Dr. Chia-Li Chien is a succession program director at Value Growth Institute, a succession consulting practice dedicated to helping business owners increase their firms’ equity value. Before her private consulting practice, she held several senior management positions in Fortune 500 companies. Dr. Chien is a director of the financial planning program at the School of Management at California Lutheran University. Dr. Chien is a frequent speaker about succession and retirement planning at national conferences and has published three award-winning books, including her most recent publication, “Enhancing Retirement Success Rates in the United States.” Dr. Chien serves on the boards of various national financial service associations. She holds a doctorate in financial planning and is a Certified Financial Planner (CFP®) as well as Project Management Professional (PMP®).
Rosie Baker is an undergraduate student at California Lutheran University, graduating in May 2021. She is studying Communication with an emphasis in PR and Advertising and has a minor in Creative Writing.

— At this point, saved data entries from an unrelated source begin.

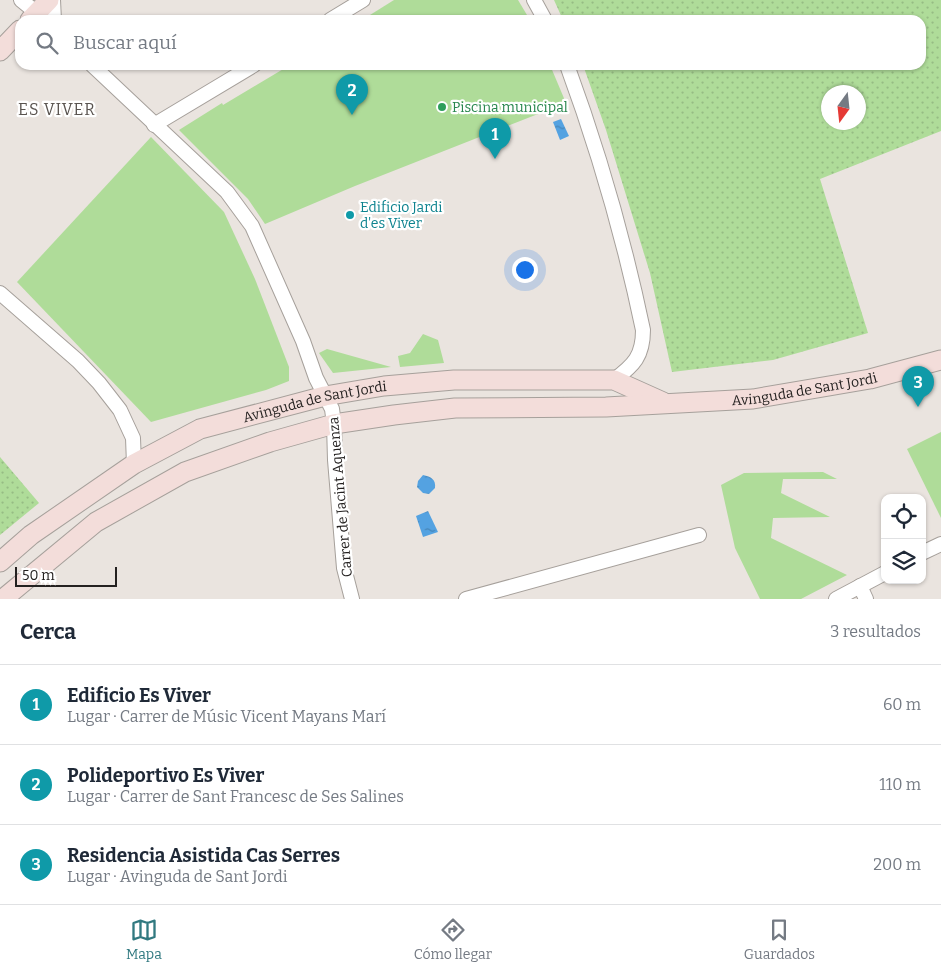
<!DOCTYPE html>
<html lang="es">
<meta charset="utf-8">
<style>
body{margin:0;font-family:Bitter,serif;background:#f6f6f7;color:#1f2937}
.controls{position:absolute;right:15px;bottom:15px;display:grid;overflow:hidden;border-radius:10px;box-shadow:0 1px 4px #0004}
.controls button{width:45px;height:45px;display:grid;place-items:center;padding:0;border:0;border-bottom:1px solid #e0e1e3;background:#fff;color:#1f2937;font:25px sans-serif}
.compass{position:absolute;left:821px;top:85px;width:45px;height:45px;border-radius:50%;background:#fff;box-shadow:0 1px 4px #0004;rotate:195deg}
.scale{position:absolute;left:15px;bottom:12px;width:102px;box-sizing:border-box;padding-left:5px;border:2px solid #242120;border-top:0;font-size:14px;line-height:18px;white-space:nowrap;color:#242120;-webkit-text-stroke:4px #fff;paint-order:stroke}
.you{position:absolute;left:524px;top:269px;width:18px;height:18px;margin:-12px;border:4px solid #fff;border-radius:50%;background:#1a73e8;box-shadow:0 0 0 8px #1a73e833}
.badge{display:grid;place-items:center;width:32px;height:32px;border-radius:50%;background:#317980;color:#fff;font-size:16px;font-weight:700}
.pin{position:absolute;translate:-50% -41px;filter:drop-shadow(0 1px 2px #0008)}
.pin::after{content:'';position:absolute;top:26px;width:18px;height:15px;background:inherit;clip-path:polygon(0 0,100% 0,50% 100%)}
.list{margin:0;padding:0;list-style:none}
h2{display:flex;justify-content:space-between;align-items:center;height:65px;margin:0;padding:0 20px;font-size:21px}
h2 small{font-size:16px;font-weight:400;color:#747a83}
.list li{display:grid;grid-template-columns:32px 1fr auto;gap:15px;align-items:center;box-sizing:border-box;height:80px;padding:0 20px;border-top:1px solid #e0e1e3}
.list b{display:block;font-size:19px;white-space:nowrap}
.list p{margin:0;font-size:16px;white-space:nowrap;color:#747a83}
.list em{font-size:16px;font-style:normal;color:#747a83}
.icon{flex:none;width:28px;height:28px;fill:none;stroke:currentColor;stroke-width:2;stroke-linecap:round;stroke-linejoin:round}
.map{position:relative;flex:none;width:941px;height:599px;overflow:hidden}
.search{position:absolute;background:#fff;box-shadow:0 1px 4px #0004;left:15px;right:15px;top:15px;height:55px;display:flex;align-items:center;gap:12px;box-sizing:border-box;padding:0 18px;border-radius:15px;color:#747a83;font-size:19px}
.sheet{height:305px;background:#fff}
nav{display:flex;justify-content:space-around;align-items:center;box-sizing:border-box;height:70px;border-top:1px solid #e0e1e3;background:#fff;font-size:14px;color:#747a83}
nav a{display:grid;justify-items:center;gap:2px}
nav .on{color:#317980}
.map>svg:first-child{display:block}
</style>
<div class="map">
<svg width="941" height="599" viewBox="0 0 941 599">
<defs>
<pattern id="grass-dots" width="8" height="8" patternUnits="userSpaceOnUse" patternTransform="scale(1.25)"><rect width="8" height="8" fill="#afdc99"/><path d="M2 2h.1M6 6h.1" fill="none" stroke="#96bc84" stroke-width="1.8" stroke-linecap="round"/></pattern>
<pattern id="water-ripples" width="26" height="14" patternUnits="userSpaceOnUse" patternTransform="scale(1.25)"><rect width="26" height="14" fill="#54a2e1"/><path d="M2 4q2-2 4 0t4 0M15 11q2-2 4 0t4 0" fill="none" stroke="#4584b6"/></pattern>
</defs>
<rect width="100%" height="100%" fill="#eae4df"/>
<g fill="url(#grass-dots)" fill-rule="evenodd">
<path d="M554,0H941V131L820,179L868,333L773,360L672,372L650,273L606,130L583,65H921V20H563ZM858,92V122H828V92Z"/>
<polygon points="0,457 39,503 0,535"/>
</g>
<g fill="#afdc99">
<polygon points="394,0 518,0 530,20 362,20"/>
<polygon points="290,65 550,65 566,103 355,186 265,224 248,199 179,130 222,103 223,105"/>
<polygon points="151,137 224,212 255,279 289,367 289,381 266,390 151,422 17,282"/>
<polygon points="423,334 438,340 444,363 400,367 398,356 410,353"/>
<polygon points="327,349 391,367 333,373 319,353"/>
<polygon points="941,432 941,518 907,449"/>
<polygon points="823,472 837,479 783,479 781,493 830,517 773,518 771,538 847,575 801,599 760,599 735,548 721,485 744,473"/>
</g>
<g fill="url(#water-ripples)">
<polygon points="561,119 569,136 560,140 553,122"/>
<path d="M423,475C431,477 436,479 435,488L429,494L423,493L417,487L418,481Z"/>
<polygon points="428,511 438,532 423,537 416,516"/>
</g>
<g fill="none" stroke-linecap="round" stroke-linejoin="round">
<defs>
<g id="street">
<polyline points="21,0 37,13"/>
<polyline points="53,0 54,20"/>
<polyline points="534,0 545,20"/>
<polyline points="330,20 363,0"/>
<polyline points="92,65 227,192 252,226 303,341 316,378 332,409 334,424 335,460 344,568 352,599"/>
<path d="M567,65C599,152 624,239 643,330C643,356 634,365 614,380"/>
<polyline points="154,125 254,65"/>
<polyline points="0,293 78,361 99,383 120,410 133,438 134,464"/>
<polyline points="922,553 941,544"/>
<polyline points="860,586 866,599"/>
<polyline points="466,599 699,535"/>
<polyline points="836,599 885,573"/>
</g>
<g id="secondary">
<polyline points="30,20 49,0"/>
<polyline points="0,51 20,30"/>
<path id="s1" d="M0,562L31,535L134,464L200,429L325,396L384,386L454,380H614L663,402"/>
<path id="s2" d="M3,599L96,522L185,472L270,442L334,424L394,415L455,408L606,407L753,399L870,379L941,360"/>
</g>
</defs>
<use href="#street" stroke="#a6a09b" stroke-width="16"/>
<use href="#secondary" stroke="#a6a09b" stroke-width="21"/>
<use href="#street" stroke="#fff" stroke-width="14"/>
<use href="#secondary" stroke="#f3ddda" stroke-width="19"/>
</g>
<circle fill="#2e9e5b" stroke="#fff" stroke-width="2" cx="442" cy="107" r="5"/>
<circle fill="#0f9aa8" stroke="#fff" stroke-width="2" cx="350" cy="215" r="5"/>
<g text-anchor="middle" stroke-width="4.5" stroke-linejoin="round" paint-order="stroke">
<g font-size="14" fill="#27864d" stroke="#fff" text-anchor="start">
<text x="452" y="112">Piscina municipal</text>
</g>
<g font-size="14" fill="#0d838f" stroke="#fff" text-anchor="start">
<text x="360" y="212">Edificio Jardi<tspan x="360" dy="16">d'es Viver</tspan></text>
</g>
<g font-size="14" fill="#242120" stroke="#fff">
<text dy="5" stroke="none"><textPath href="#s2" startOffset="852">Avinguda de Sant Jordi</textPath></text>
<text dy="5" stroke="none"><textPath href="#s1" startOffset="359">Avinguda de Sant Jordi</textPath></text>
<text transform="translate(340 497) rotate(-95)" y="5">Carrer de Jacint Aquenza</text>
</g>
<g font-size="16" letter-spacing="1" fill="#58524e" stroke="#fff">
<text x="57" y="115">ES VIVER</text>
</g>
</g>
</svg>
<div class="controls">
<button><svg class="icon" aria-label="locate" viewBox="0 0 24 24"><circle cx="12" cy="12" r="6"/><path d="M12 2v4M12 18v4M2 12h4M18 12h4"/></svg></button>
<button><svg class="icon" aria-label="layers" viewBox="0 0 24 24"><path d="M12 4l9 5-9 5-9-5zM3 14l9 5 9-5"/></svg></button>
</div>
<svg class="compass" viewBox="-18 -18 36 36"><path d="M0-13l5 13h-10z" fill="#e53935"/><path d="M0 13l5-13h-10z" fill="#747a83"/></svg>
<div class="scale">50 m</div>
<div class="you"></div>
<div class="pin badge" style="left:495px;top:159px;background:#0f9aa8">1</div>
<div class="pin badge" style="left:352px;top:115px;background:#0f9aa8">2</div>
<div class="pin badge" style="left:918px;top:407px;background:#0f9aa8">3</div>
<div class="search"><svg class="icon" aria-label="search" viewBox="0 0 24 24"><circle cx="10" cy="10" r="6"/><path d="M15 15l6 6"/></svg>Buscar aquí</div>
</div>
<section class="sheet">
<h2>Cerca<small>3 resultados</small></h2>
<ul class="list">
<li><span class="badge" style="background:#0f9aa8">1</span><div><b>Edificio Es Viver</b><p>Lugar · Carrer de Músic Vicent Mayans Marí</p></div><em>60 m</em></li>
<li><span class="badge" style="background:#0f9aa8">2</span><div><b>Polideportivo Es Viver</b><p>Lugar · Carrer de Sant Francesc de Ses Salines</p></div><em>110 m</em></li>
<li><span class="badge" style="background:#0f9aa8">3</span><div><b>Residencia Asistida Cas Serres</b><p>Lugar · Avinguda de Sant Jordi</p></div><em>200 m</em></li>
</ul>
</section>
<nav>
<a class="on"><svg class="icon" aria-label="map" viewBox="0 0 24 24"><path d="M3 6l6-2 6 2 6-2v14l-6 2-6-2-6 2zM9 4v14M15 6v14"/></svg>Mapa</a>
<a><svg class="icon" aria-label="directions" viewBox="0 0 24 24"><path d="M12 3l9 9-9 9-9-9zM9 14v-3h6M13 9l2 2-2 2"/></svg>Cómo llegar</a>
<a><svg class="icon" aria-label="saved" viewBox="0 0 24 24"><path d="M7 4h10v16l-5-4-5 4z"/></svg>Guardados</a>
</nav>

In July 2020, she published her first book, Mirrors & Windows: Unlocking a New Framework to Envision Your Success, with New Degree Press.
Dr. Chien interviewed Kathleen M. Rehl, Ph.D., CFP®, CeFT®, on “Why Post-Widowhood Marriage Exposes Those to Future Risk?” on March 16, 2021, at 1:00 pm PST.
One person of a married couple will pass first. For some, their long companionship may cause emotional hardship for surviving spouses. For others, the hardship may impact the surviving spouse’s financial stability. In this session, we will discuss the following questions:
- Why is the death of a spouse economically devastating for the survivor?
- What are the stages of widowhood?
- What is financial empowerment for the non-financial dominating spouse?
- What are some steps to increase financial empowerment before the loss of a spouse?
Mattia, Laura, Eun Jin Kwak, John E. Grable, Carrie L. West, Linda Y. Leitz, and Kathleen M. Rehl. 2020. “Self-Empowerment Among Widows: A Financial Planning Perspective.” Journal of Financial Planning 33 (10): 52–60.